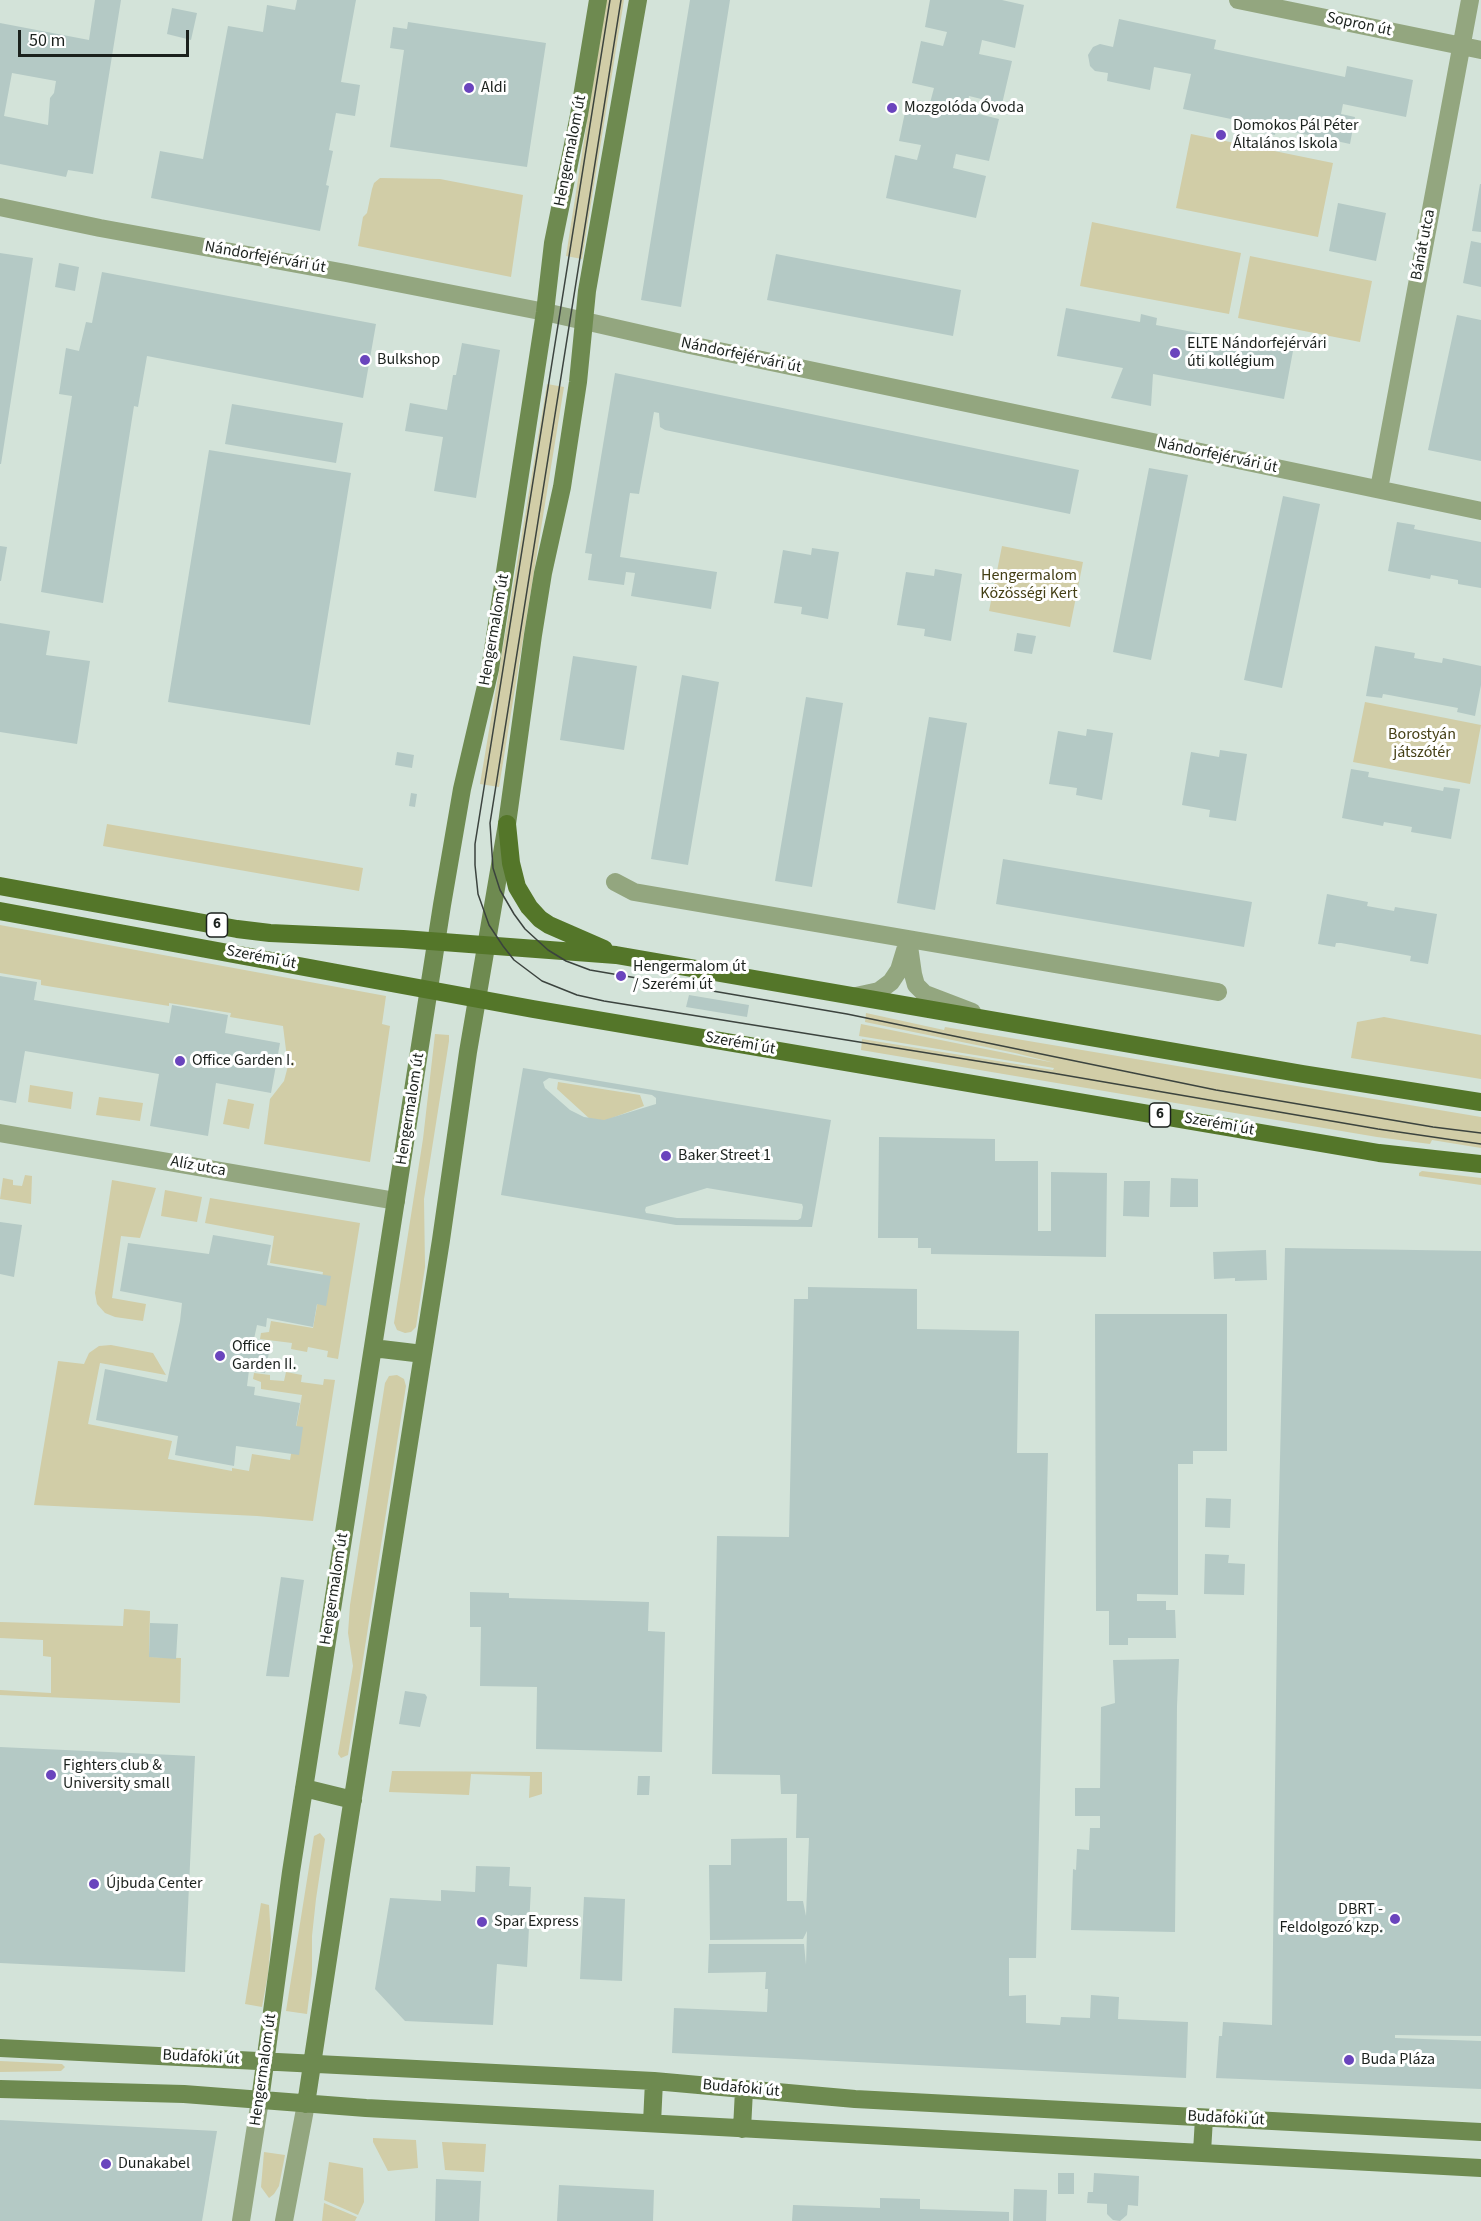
<!DOCTYPE html>
<html>
<head>
<meta charset="utf-8">
<style>
  body { margin:0 }
  #map { position:relative; width:1481px; height:2221px; overflow:hidden; background:#d3e3d9; font-family:"Source Sans 3",sans-serif }
  canvas { display:block }
  .scale { position:absolute; left:18px; top:30px; width:171px; height:27px; box-sizing:border-box; border:3px solid #1b211d; border-top:0; padding-left:8px; font-size:18px; line-height:21px; white-space:nowrap; color:#1b211d; -webkit-text-stroke:4px #fff; paint-order:stroke }
</style>
</head>
<body>
<div id="map">
<canvas width="1481" height="2221"></canvas>
<div class="scale">50 m</div>
</div>
<script>
const ctx = document.querySelector('canvas').getContext('2d');
ctx.lineJoin = 'round';
function paint(path, color) {
  ctx.fillStyle = color;
  ctx.fill(path, 'evenodd');
}
function toPath(rows) {
  const path = new Path2D();
  for (const r of rows) {
    path.moveTo(r[0], r[1]);
    for (let i = 2; i < r.length; i += 2) path.lineTo(r[i], r[i + 1]);
  }
  return path;
}
function strokePath(path, color, width, dash) {
  ctx.strokeStyle = color;
  ctx.lineWidth = width;
  ctx.lineCap = dash ? 'butt' : 'round';
  ctx.setLineDash(dash || []);
  ctx.stroke(path);
}
function write(font, color, halo, rows, align = 'center') {
  ctx.font = font + ' "Source Sans 3",sans-serif';
  ctx.lineWidth = 6;
  ctx.setLineDash([]);
  ctx.textBaseline = 'middle';
  ctx.strokeStyle = halo;
  ctx.fillStyle = color;
  for (const [text, x, y, turn = 0] of rows) {
    ctx.save();
    ctx.translate(x, y);
    ctx.rotate((+turn || 0) * Math.PI / 180);
    ctx.textAlign = isNaN(turn) ? turn : align;
    if (halo) ctx.strokeText(text, 0, 0);
    ctx.fillText(text, 0, 0);
    ctx.restore();
  }
}
paint(toPath([
  [606,0,624,0,582,259,566,256],
  [1191,134,1333,163,1318,237,1176,208],
  [380,178,440,179,523,195,511,277,358,246,363,217,367,213,372,189,374,183],
  [1092,222,1241,253,1229,314,1080,286],
  [1250,256,1372,281,1360,342,1238,318],
  [547,384,564,387,499,787,480,784],
  [1002,546,1083,562,1070,627,989,611],
  [1365,702,1481,725,1470,784,1353,762],
  [107,824,363,868,359,891,103,846],
  [0,925,386,996,382,1024,390,1026,370,1162,264,1144,270,1099,284,1081,288,1066,283,1026,230,1017,231,1013,169,1003,169,1006,41,985,41,980,0,973],
  [866,1013,944,1030,945,1027,1481,1117,1481,1148,1432,1140,1430,1144,1377,1137,861,1050,862,1039,1053,1070,1054,1068,859,1036,861,1024,1055,1063,1015,1053,865,1022],
  [1384,1017,1481,1035,1481,1079,1351,1058,1357,1022],
  [435,1034,449,1035,449,1041,424,1199,425,1267,416,1327,411,1332,405,1333,397,1330,394,1323,423,1139],
  [558,1082,640,1095,644,1106,604,1121,591,1120,557,1089],
  [30,1085,73,1092,71,1109,28,1102],
  [99,1097,143,1103,140,1121,96,1115],
  [228,1099,254,1104,249,1129,223,1124],
  [1422,1171,1481,1178,1481,1185,1419,1176,1419,1173],
  [25,1175,32,1176,31,1204,0,1199,3,1178,13,1180,13,1185,22,1186],
  [112,1180,156,1188,140,1238,121,1236,112,1298,146,1304,143,1321,115,1317,105,1313,97,1304,95,1293],
  [165,1190,202,1197,197,1222,161,1216],
  [210,1198,360,1223,338,1359,327,1357,328,1351,308,1347,307,1352,291,1349,292,1343,260,1339,261,1333,269,1332,271,1321,313,1328,323,1272,270,1263,274,1236,205,1223],
  [111,1345,153,1353,166,1375,100,1363,88,1424,172,1441,168,1459,232,1471,232,1468,249,1471,252,1454,290,1460,302,1395,261,1389,261,1382,253,1379,254,1373,270,1375,270,1380,284,1381,286,1372,302,1375,301,1382,323,1385,324,1379,335,1380,313,1521,257,1516,34,1505,58,1361,84,1364,89,1353,99,1346],
  [397,1375,404,1379,406,1386,348,1755,341,1758,338,1754,353,1666,348,1633,350,1605,385,1383,389,1376],
  [124,1609,150,1611,149,1657,181,1658,180,1703,0,1695,0,1690,51,1693,51,1657,43,1656,43,1640,0,1638,0,1622,123,1626],
  [392,1771,542,1772,542,1794,529,1798,530,1776,471,1774,469,1795,389,1792],
  [320,1833,325,1839,316,1899,312,1936,312,1974,307,2014,286,2011,314,1836],
  [261,1903,269,1905,271,1939,268,1974,262,2007,245,2004],
  [0,2061,62,2064,65,2067,61,2071,0,2072],
  [373,2138,416,2140,418,2168,388,2171,373,2142],
  [442,2142,486,2144,484,2172,445,2170],
  [264,2152,285,2155,279,2186,274,2194,269,2198,261,2187],
  [329,2162,363,2168,364,2202,358,2215,324,2200],
  [324,2203,357,2217,355,2221,322,2221]
]), '#d1cda7');
paint(toPath([
  [95,0,121,0,93,174,68,170,66,177,0,164,0,23,89,40],
  [12,73,56,81,54,93,50,98,48,125,4,116],
  [297,0,356,0,341,82,360,85,355,116,336,113,329,150,333,151,326,185,329,186,320,231,151,198,160,151,203,159,228,26,263,32,267,5,295,10],
  [690,0,730,0,681,307,641,300],
  [930,0,1002,0,1024,5,1015,48,982,40,979,54,1012,61,1002,104,969,96,966,111,999,119,989,161,956,154,953,168,986,176,976,218,886,198,895,155,917,160,921,145,899,141,908,98,930,103,934,88,912,83,921,41,943,46,947,32,925,27],
  [172,8,197,13,191,40,167,34],
  [1119,19,1216,40,1214,49,1345,77,1347,66,1413,80,1406,117,1343,104,1341,114,1355,117,1350,144,1276,128,1275,135,1254,131,1255,124,1183,109,1191,74,1154,67,1150,90,1107,81,1108,73,1095,71,1090,66,1088,55,1093,47,1100,44,1113,47],
  [408,22,546,43,527,167,390,147,404,50,390,48,393,27,407,29],
  [1480,184,1481,184,1481,232,1472,231],
  [1338,203,1386,213,1376,261,1329,251],
  [1471,241,1481,243,1481,287,1463,283],
  [0,253,33,258,1,464,0,464],
  [776,254,961,290,953,336,767,300],
  [59,263,79,267,75,291,55,287],
  [102,272,376,324,363,398,147,356,138,407,134,406,103,603,41,592,72,396,59,394,66,348,79,351,86,322,92,323],
  [1066,308,1140,322,1141,314,1157,318,1156,325,1293,351,1284,399,1153,374,1151,406,1111,398,1123,368,1057,356],
  [1457,315,1481,320,1481,461,1428,450],
  [462,343,500,350,476,498,434,491,443,437,405,431,410,403,447,410,453,375,456,375],
  [615,373,1079,470,1070,514,665,430,660,427,659,413,654,412,639,494,630,493,620,557,717,572,711,609,631,596,635,573,626,572,624,585,588,580,592,554,585,553],
  [232,404,343,423,336,463,225,444],
  [209,450,351,473,310,725,168,702],
  [1149,468,1188,475,1151,660,1113,652],
  [1283,496,1320,504,1282,688,1244,680],
  [1397,522,1415,525,1414,529,1481,542,1481,588,1458,584,1458,580,1431,575,1430,579,1388,571],
  [0,546,7,547,1,581,0,581],
  [812,548,839,552,828,619,801,614,802,607,774,603,783,550,811,555],
  [935,569,962,574,951,641,924,636,925,629,897,625,906,572,934,576],
  [0,623,50,631,46,655,90,661,77,744,0,732],
  [1017,633,1036,636,1032,654,1014,651],
  [1375,646,1415,653,1414,658,1442,663,1443,658,1481,666,1481,685,1475,716,1457,712,1458,708,1389,695,1383,694,1382,698,1366,696],
  [573,656,637,666,624,750,560,740],
  [682,675,719,682,688,865,651,859],
  [806,697,843,703,812,887,775,881],
  [929,717,967,723,935,910,897,903],
  [1087,729,1113,733,1102,800,1076,795,1077,788,1049,784,1058,731,1086,736],
  [1220,750,1247,754,1236,821,1209,817,1210,810,1182,805,1191,752,1219,757],
  [397,752,414,755,412,768,395,765],
  [1351,769,1369,772,1368,777,1438,790,1443,791,1444,787,1460,789,1451,839,1411,832,1412,827,1384,822,1383,826,1342,818],
  [411,793,417,794,415,807,409,806],
  [1003,859,1252,902,1244,947,996,904],
  [1327,894,1368,902,1367,906,1394,911,1395,907,1437,914,1428,964,1410,961,1411,956,1341,943,1336,943,1335,947,1318,944],
  [0,976,37,982,34,1000,169,1023,172,1005,228,1015,225,1033,280,1043,271,1093,216,1083,208,1136,150,1126,159,1074,25,1051,16,1103,0,1100],
  [689,995,749,1005,747,1017,686,1007],
  [523,1068,831,1120,812,1227,676,1225,501,1195],
  [549,1078,652,1095,656,1098,656,1104,604,1120,584,1117,570,1110,545,1088,543,1082],
  [707,1188,802,1204,803,1207,801,1218,798,1220,677,1218,646,1213,645,1210,646,1207],
  [879,1137,995,1139,995,1161,1038,1161,1038,1231,1051,1231,1051,1172,1107,1173,1106,1257,931,1254,931,1248,918,1248,918,1238,878,1238],
  [1171,1178,1198,1179,1198,1207,1170,1207],
  [1124,1181,1150,1181,1149,1217,1123,1216],
  [0,1222,22,1225,14,1277,0,1274],
  [213,1235,271,1245,267,1265,331,1276,326,1306,317,1304,313,1327,267,1318,266,1327,257,1325,254,1339,271,1342,265,1373,249,1370,247,1386,255,1387,254,1395,300,1403,296,1426,303,1427,299,1455,236,1446,234,1466,175,1455,178,1436,96,1420,105,1369,167,1382,180,1321,182,1303,120,1291,128,1243,209,1254],
  [1285,1248,1481,1251,1481,2036,1395,2035,1395,2038,1481,2041,1481,2089,1216,2078,1219,2036,1222,2036,1223,2022,1272,2025,1278,1543],
  [1266,1250,1267,1280,1235,1281,1235,1278,1214,1279,1213,1252],
  [808,1287,917,1289,917,1329,1019,1331,1017,1453,1048,1453,1036,1958,1009,1958,1009,1996,1026,1995,1026,2023,1060,2025,1061,2017,1090,2018,1091,1995,1119,1997,1118,2019,1188,2022,1186,2078,672,2053,674,2008,767,2012,768,1989,765,1989,766,1972,708,1973,709,1944,804,1944,806,1965,807,1931,803,1939,710,1940,709,1865,731,1865,731,1839,787,1838,787,1901,803,1901,806,1916,809,1838,796,1838,797,1794,781,1794,780,1775,712,1774,717,1536,789,1537,794,1299,808,1299],
  [1095,1314,1227,1314,1227,1451,1193,1451,1193,1464,1178,1464,1178,1595,1137,1594,1137,1601,1166,1601,1166,1610,1175,1610,1176,1638,1128,1638,1128,1645,1109,1645,1109,1611,1096,1611],
  [1206,1498,1231,1499,1230,1528,1205,1527],
  [1205,1554,1229,1555,1228,1563,1245,1564,1244,1595,1204,1594],
  [281,1577,304,1580,289,1677,266,1676],
  [470,1592,509,1593,509,1598,649,1602,648,1631,665,1632,662,1752,536,1749,537,1687,480,1686,481,1627,470,1627],
  [150,1623,178,1624,176,1659,149,1657],
  [1179,1659,1177,1706,1175,1932,1071,1930,1073,1869,1076,1870,1077,1849,1089,1850,1090,1828,1100,1828,1100,1816,1075,1816,1075,1788,1100,1788,1101,1707,1115,1703,1113,1660],
  [405,1691,425,1694,427,1697,420,1727,399,1724],
  [0,1747,195,1756,185,1972,0,1963],
  [638,1776,650,1776,649,1795,637,1795],
  [476,1866,510,1867,509,1886,531,1887,527,1967,497,1964,493,2025,405,2021,375,1989,390,1898,441,1901,441,1890,475,1892],
  [584,1897,625,1899,622,1981,580,1979],
  [0,2120,217,2131,202,2221,0,2221],
  [1058,2173,1074,2173,1074,2194,1058,2194],
  [1094,2173,1139,2176,1138,2206,1128,2205,1127,2215,1120,2221,1113,2220,1107,2214,1107,2204,1087,2203,1088,2192,1093,2192],
  [436,2179,481,2181,479,2221,435,2221],
  [559,2185,654,2190,653,2221,557,2221],
  [1014,2189,1047,2190,1046,2221,1013,2221],
  [880,2198,920,2199,920,2209,1009,2212,1009,2221,792,2221,793,2205,880,2208]
]), '#b4c9c5');
strokePath(toPath([
  [1238,0,1481,50],
  [0,207,100,228,346,273,545,312,690,345,1481,511],
  [1379,489,1470,0],
  [615,882,634,892,1218,992],
  [908,939,913,974,916,985,925,994,972,1012],
  [856,996,879,991,891,982,899,970,906,947],
  [0,1133,396,1201],
  [241,2221,260,2100],
  [284,2221,306,2104]
]), '#93a67f', 18);
strokePath(toPath([
  [373,1348,423,1354],
  [304,1788,353,1800],
  [0,2048,654,2081,855,2099,1481,2132],
  [0,2089,184,2094,366,2108,1481,2168],
  [260,2100,291,1872,442,905,462,789,490,669,545,312,553,243,579,115,598,0],
  [306,2104,342,1867,441,1240,468,1052,507,824,533,635,543,573,562,487,578,382,587,291,638,0],
  [652,2123,654,2081],
  [742,2129,744,2090],
  [1202,2152,1204,2118]
]), '#6e8a50', 18);
strokePath(toPath([
  [507,824,511,863,517,887,529,907,540,919,549,925,604,949],
  [0,886,237,929,270,933,403,939,616,955,1303,1074,1481,1102],
  [0,911,533,1009,1379,1153,1481,1164]
]), '#547629', 18);
strokePath(toPath([
  [610,0,475,844,475,865,478,894,489,925,503,946,514,960,542,981,577,995,604,1001,1052,1073,1378,1129,1481,1144],
  [621,0,490,823,493,868,500,890,514,914,525,929,548,950,566,961,590,970,847,1014,1216,1090,1433,1127,1481,1133]
]), '#3b433e', 1.5);
for (const [x, y, r, color] of [
  [469,88,6,"#6a44bd"],
  [892,108,6,"#6a44bd"],
  [1221,135,6,"#6a44bd"],
  [1175,353,6,"#6a44bd"],
  [365,360,6,"#6a44bd"],
  [621,976,6,"#6a44bd"],
  [180,1061,6,"#6a44bd"],
  [666,1156,6,"#6a44bd"],
  [220,1356,6,"#6a44bd"],
  [51,1775,6,"#6a44bd"],
  [94,1884,6,"#6a44bd"],
  [1395,1919,6,"#6a44bd"],
  [482,1922,6,"#6a44bd"],
  [1349,2060,6,"#6a44bd"],
  [106,2164,6,"#6a44bd"]
]) {
  const dot = new Path2D();
  dot.arc(x, y, r, 0, 2 * Math.PI);
  ctx.fillStyle = color;
  ctx.fill(dot);
  strokePath(dot, '#fff', 2);
}
for (const [x, y, w] of [
  [217,925,21],
  [1160,1115,21]
]) {
  const box = new Path2D();
  box.roundRect(x - w / 2, y - 12, w, 24, 4.5);
  ctx.fillStyle = '#fff';
  ctx.fill(box);
  strokePath(box, '#1b211d', 1.5);
}
write('bold 15px', '#1b211d', null, [
  ["6",217,925],
  ["6",1160,1115]
]);
write('16px', '#1b211d', '#fff', [
  ["Sopron út",1359,25,12],
  ["Hengermalom út",571,151,-79],
  ["Bánát utca",1424,245,-79],
  ["Nándorfejérvári út",265,258,10],
  ["Nándorfejérvári út",741,356,12],
  ["Nándorfejérvári út",1217,456,12],
  ["Hengermalom út",495,630,-80],
  ["Szerémi út",261,958,11],
  ["Szerémi út",740,1044,10],
  ["Hengermalom út",411,1109,-81],
  ["Szerémi út",1219,1125,10],
  ["Alíz utca",198,1167,10],
  ["Hengermalom út",335,1589,-81],
  ["Budafoki út",201,2058,3],
  ["Hengermalom út",264,2070,-82],
  ["Budafoki út",741,2089,5],
  ["Budafoki út",1226,2119,3]
]);
write('16px', '#1b211d', '#fff', [
  ["Aldi",481,88],
  ["Mozgolóda Óvoda",904,108],
  ["Domokos Pál Péter",1233,126],
  ["Általános Iskola",1233,144],
  ["ELTE Nándorfejérvári",1187,344],
  ["úti kollégium",1187,362],
  ["Bulkshop",377,360],
  ["Hengermalom út",633,967],
  ["/ Szerémi út",633,985],
  ["Office Garden I.",192,1061],
  ["Baker Street 1",678,1156],
  ["Office",232,1347],
  ["Garden II.",232,1365],
  ["Fighters club &",63,1766],
  ["University small",63,1784],
  ["Újbuda Center",106,1884],
  ["DBRT -",1383,1910,"right"],
  ["Feldolgozó kzp.",1383,1928,"right"],
  ["Spar Express",494,1922],
  ["Buda Pláza",1361,2060],
  ["Dunakabel",118,2164]
], 'left');
write('16px', '#443f15', '#fff', [
  ["Hengermalom",1029,576],
  ["Közösségi Kert",1029,594],
  ["Borostyán",1422,735],
  ["játszótér",1422,753]
]);
</script>
</body>
</html>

====================

Work instruction:
Report every line from the material above that mentions the word "left".

Output below:
  .scale { position:absolute; left:18px; top:30px; width:171px; height:27px; box-sizing:border-box; border:3px solid #1b211d; border-top:0; padding-left:8px; font-size:18px; line-height:21px; white-space:nowrap; color:#1b211d; -webkit-text-stroke:4px #fff; paint-order:stroke }
], 'left');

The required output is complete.